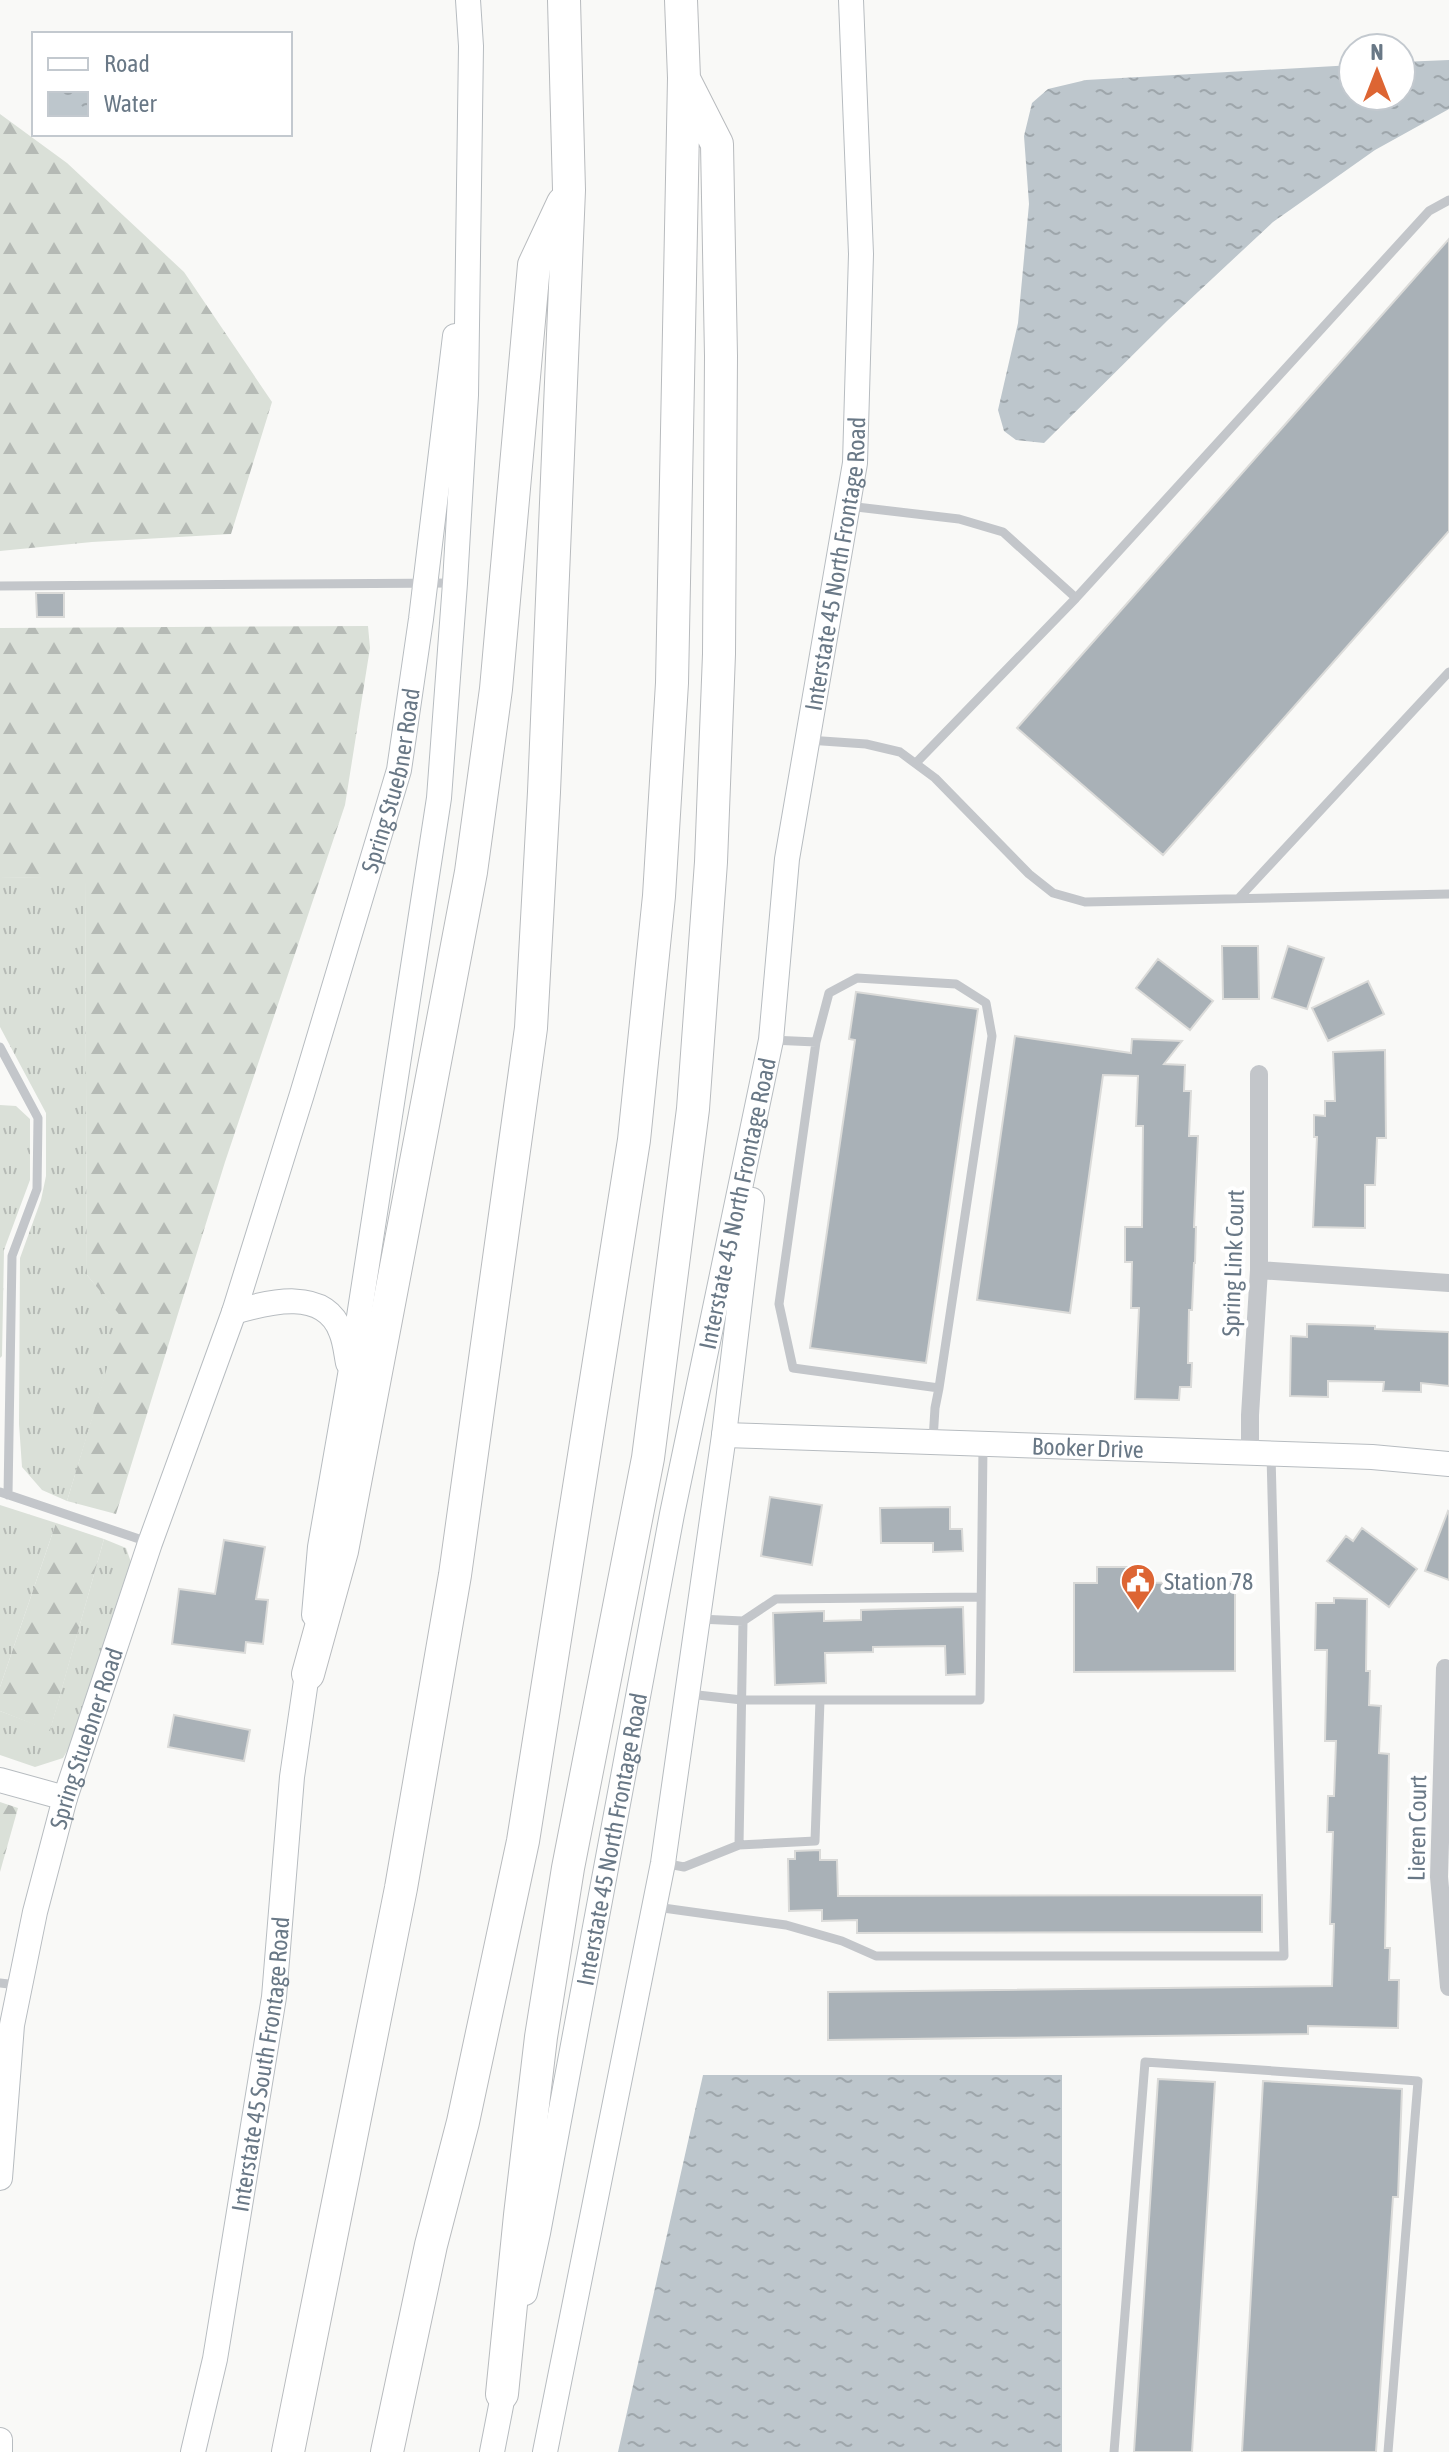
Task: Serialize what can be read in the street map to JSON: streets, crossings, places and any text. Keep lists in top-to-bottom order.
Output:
{
  "streets": {
    "main road": [
      "Interstate 45 North Frontage Road",
      "Spring Stuebner Road",
      "Booker Drive",
      "Interstate 45 South Frontage Road"
    ],
    "street": ["Spring Link Court", "Lieren Court"]
  },
  "crossings": [
    ["Spring Link Court", "Booker Drive"]
  ],
  "places": {
    "public building": ["Station 78"]
  },
  "legend": ["Road", "Water"],
  "north": "top"
}
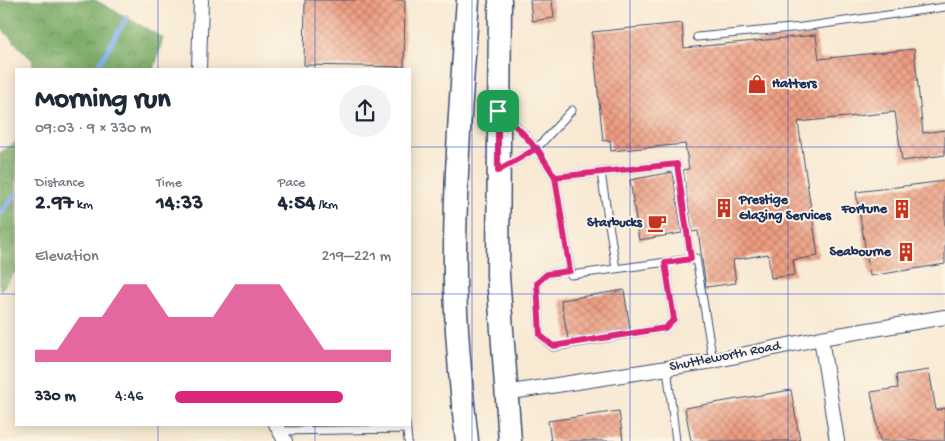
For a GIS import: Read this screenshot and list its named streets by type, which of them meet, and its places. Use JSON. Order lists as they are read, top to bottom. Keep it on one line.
{"streets":{"street":["Shuttleworth Road"]},"places":{"shop":["Hatters"],"building":["Prestige Glazing Services","Fortune","Seabourne"],"cafe":["Starbucks"]},"page":{"heading":["Morning run","09:03 · 9 × 330 m"],"stats":[["Distance","2.97 km"],["Time","14:33"],["Pace","4:54 /km"]],"chart":["Elevation","219–221 m"],"list":[{"name":"330 m","note":"4:46"}]}}
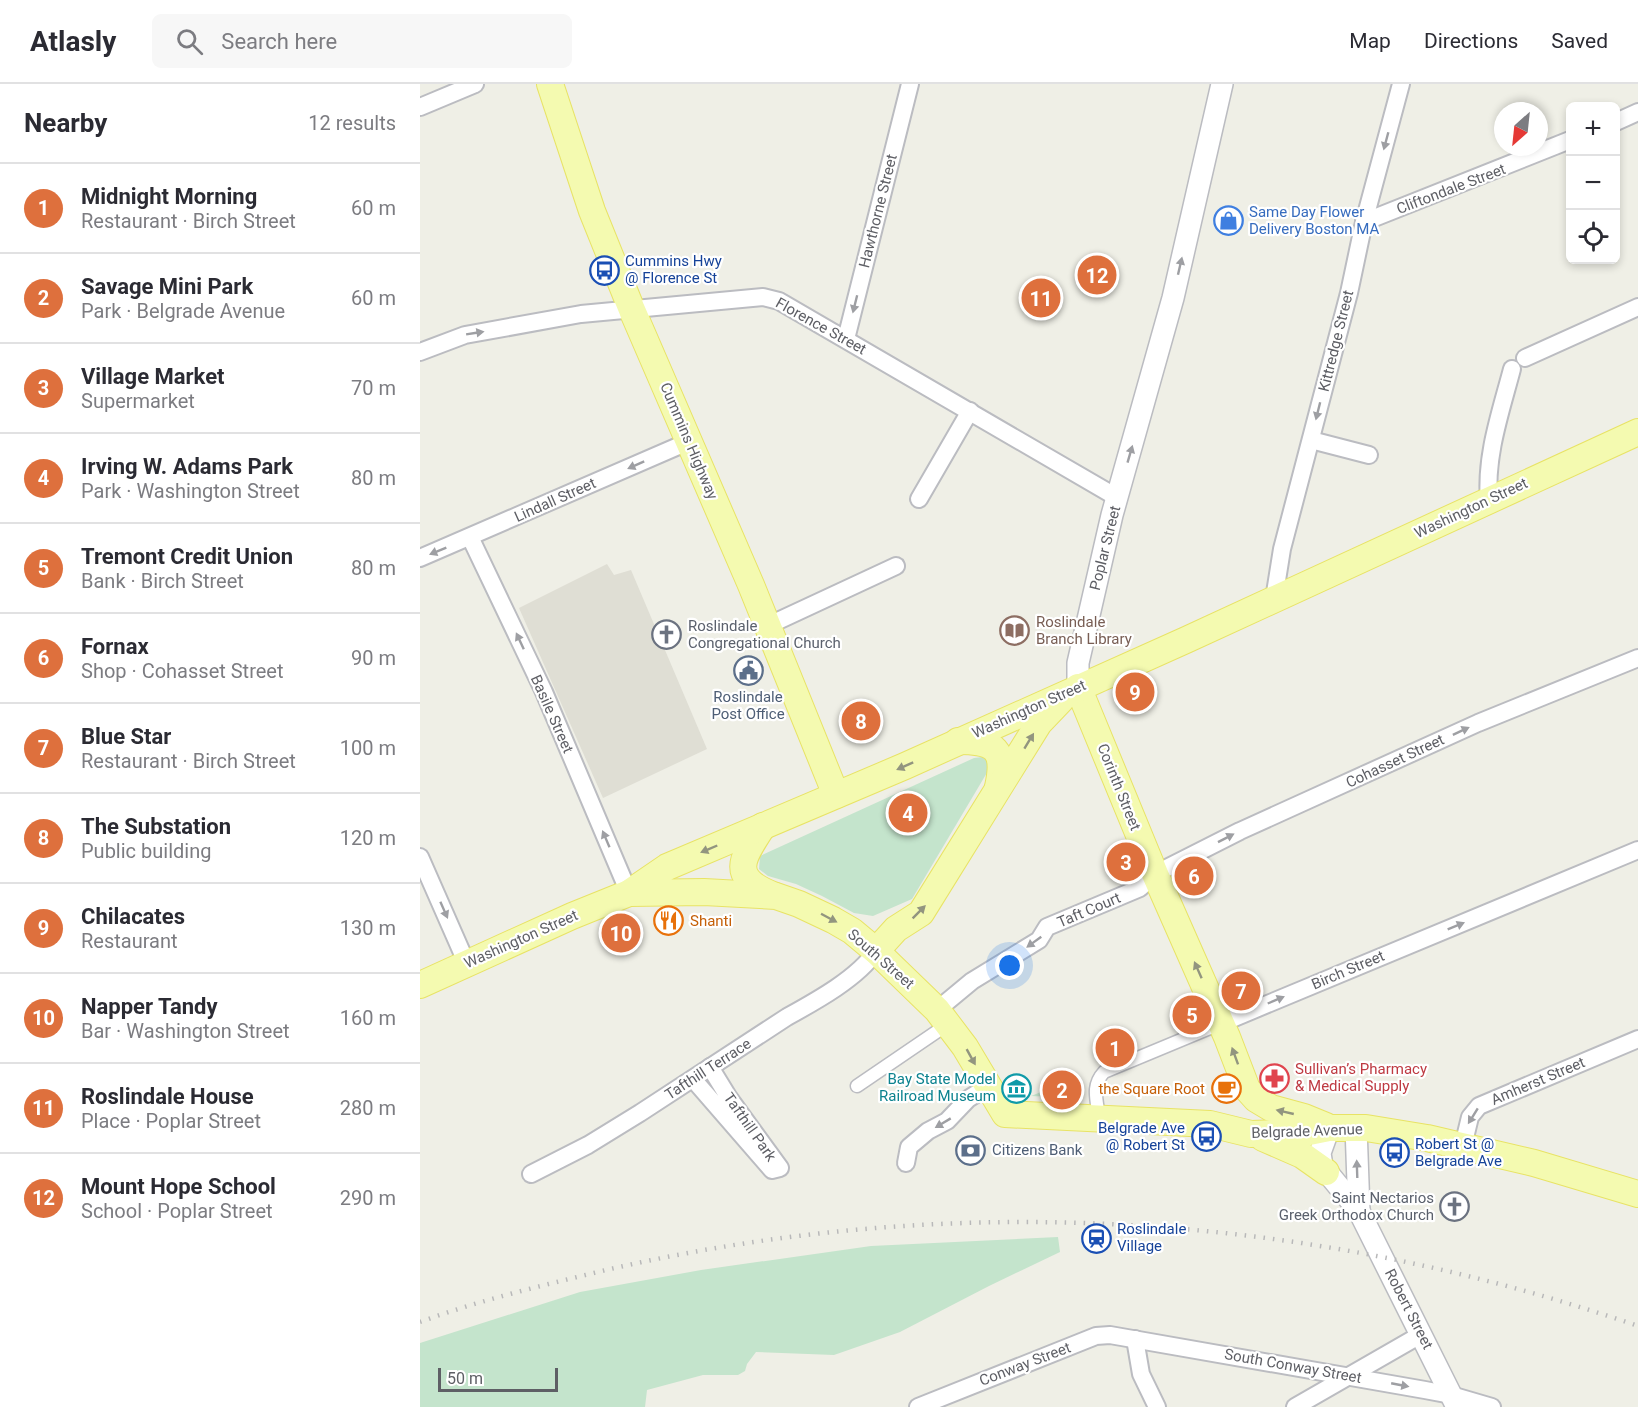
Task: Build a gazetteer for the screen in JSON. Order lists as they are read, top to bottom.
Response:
{
  "streets": {
    "main road": [
      "Cummins Highway",
      "Washington Street",
      "Corinth Street",
      "South Street",
      "Belgrade Avenue"
    ],
    "street": [
      "Cliftondale Street",
      "Hawthorne Street",
      "Florence Street",
      "Kittredge Street",
      "Lindall Street",
      "Poplar Street",
      "Basile Street",
      "Cohasset Street",
      "Taft Court",
      "Birch Street",
      "Tafthill Terrace",
      "Amherst Street",
      "Tafthill Park",
      "Robert Street",
      "Conway Street",
      "South Conway Street"
    ]
  },
  "crossings": [
    ["Cliftondale Street", "Kittredge Street"],
    ["Hawthorne Street", "Florence Street"],
    ["Florence Street", "Cummins Highway"],
    ["Florence Street", "Poplar Street"],
    ["Kittredge Street", "Washington Street"],
    ["Cummins Highway", "Lindall Street"],
    ["Cummins Highway", "Washington Street"],
    ["Lindall Street", "Basile Street"],
    ["Washington Street", "Poplar Street"],
    ["Washington Street", "Basile Street"],
    ["Washington Street", "Corinth Street"],
    ["Washington Street", "South Street"],
    ["Poplar Street", "Corinth Street"],
    ["Basile Street", "South Street"],
    ["Cohasset Street", "Corinth Street"],
    ["Cohasset Street", "Taft Court"],
    ["Corinth Street", "Taft Court"],
    ["Corinth Street", "Birch Street"],
    ["Taft Court", "South Street"],
    ["South Street", "Tafthill Terrace"],
    ["South Street", "Belgrade Avenue"],
    ["Birch Street", "Belgrade Avenue"],
    ["Tafthill Terrace", "Tafthill Park"],
    ["Amherst Street", "Belgrade Avenue"],
    ["Belgrade Avenue", "Robert Street"],
    ["Robert Street", "South Conway Street"],
    ["Conway Street", "South Conway Street"]
  ],
  "one_way": [
    "Hawthorne Street",
    "Kittredge Street",
    "Lindall Street",
    "Poplar Street",
    "Basile Street",
    "Cohasset Street",
    "Corinth Street",
    "Taft Court",
    "South Street",
    "Birch Street",
    "Amherst Street"
  ],
  "places": {
    "shop": ["Same Day Flower Delivery Boston MA"],
    "bus stop": ["Cummins Hwy @ Florence St", "Belgrade Ave @ Robert St", "Robert St @ Belgrade Ave"],
    "library": ["Roslindale Branch Library"],
    "church": ["Roslindale Congregational Church", "Saint Nectarios Greek Orthodox Church"],
    "public building": ["Roslindale Post Office"],
    "restaurant": ["Shanti"],
    "pharmacy": ["Sullivan’s Pharmacy & Medical Supply"],
    "museum": ["Bay State Model Railroad Museum"],
    "cafe": ["the Square Root"],
    "bank": ["Citizens Bank"],
    "station": ["Roslindale Village"]
  },
  "scale_bar": "50 m",
  "north": "bottom left",
  "page": {
    "header": "Atlasly",
    "search": "Search here",
    "nav": ["Map", "Directions", "Saved"],
    "heading": ["Nearby", "12 results"],
    "map_buttons": ["+", "−"],
    "list": [
      {
        "mark": "1",
        "name": "Midnight Morning",
        "note": "Restaurant · Birch Street",
        "value": "60 m"
      },
      {
        "mark": "2",
        "name": "Savage Mini Park",
        "note": "Park · Belgrade Avenue",
        "value": "60 m"
      },
      {
        "mark": "3",
        "name": "Village Market",
        "note": "Supermarket",
        "value": "70 m"
      },
      {
        "mark": "4",
        "name": "Irving W. Adams Park",
        "note": "Park · Washington Street",
        "value": "80 m"
      },
      {
        "mark": "5",
        "name": "Tremont Credit Union",
        "note": "Bank · Birch Street",
        "value": "80 m"
      },
      {
        "mark": "6",
        "name": "Fornax",
        "note": "Shop · Cohasset Street",
        "value": "90 m"
      },
      {
        "mark": "7",
        "name": "Blue Star",
        "note": "Restaurant · Birch Street",
        "value": "100 m"
      },
      {
        "mark": "8",
        "name": "The Substation",
        "note": "Public building",
        "value": "120 m"
      },
      {
        "mark": "9",
        "name": "Chilacates",
        "note": "Restaurant",
        "value": "130 m"
      },
      {
        "mark": "10",
        "name": "Napper Tandy",
        "note": "Bar · Washington Street",
        "value": "160 m"
      },
      {
        "mark": "11",
        "name": "Roslindale House",
        "note": "Place · Poplar Street",
        "value": "280 m"
      },
      {
        "mark": "12",
        "name": "Mount Hope School",
        "note": "School · Poplar Street",
        "value": "290 m"
      }
    ],
    "pins": [
      "12",
      "11",
      "9",
      "8",
      "4",
      "3",
      "6",
      "10",
      "7",
      "5",
      "1",
      "2"
    ],
    "scale": "50 m"
  }
}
──────
* _Your goal_
Return all lines in the entries above that carry the word "South".

* _Output for this task_
      "Interstate 45 South Frontage Road"
      "South Street",
      "South Conway Street"
    ["Washington Street", "South Street"],
    ["Basile Street", "South Street"],
    ["Taft Court", "South Street"],
    ["South Street", "Tafthill Terrace"],
    ["South Street", "Belgrade Avenue"],
    ["Robert Street", "South Conway Street"],
    ["Conway Street", "South Conway Street"]
    "South Street",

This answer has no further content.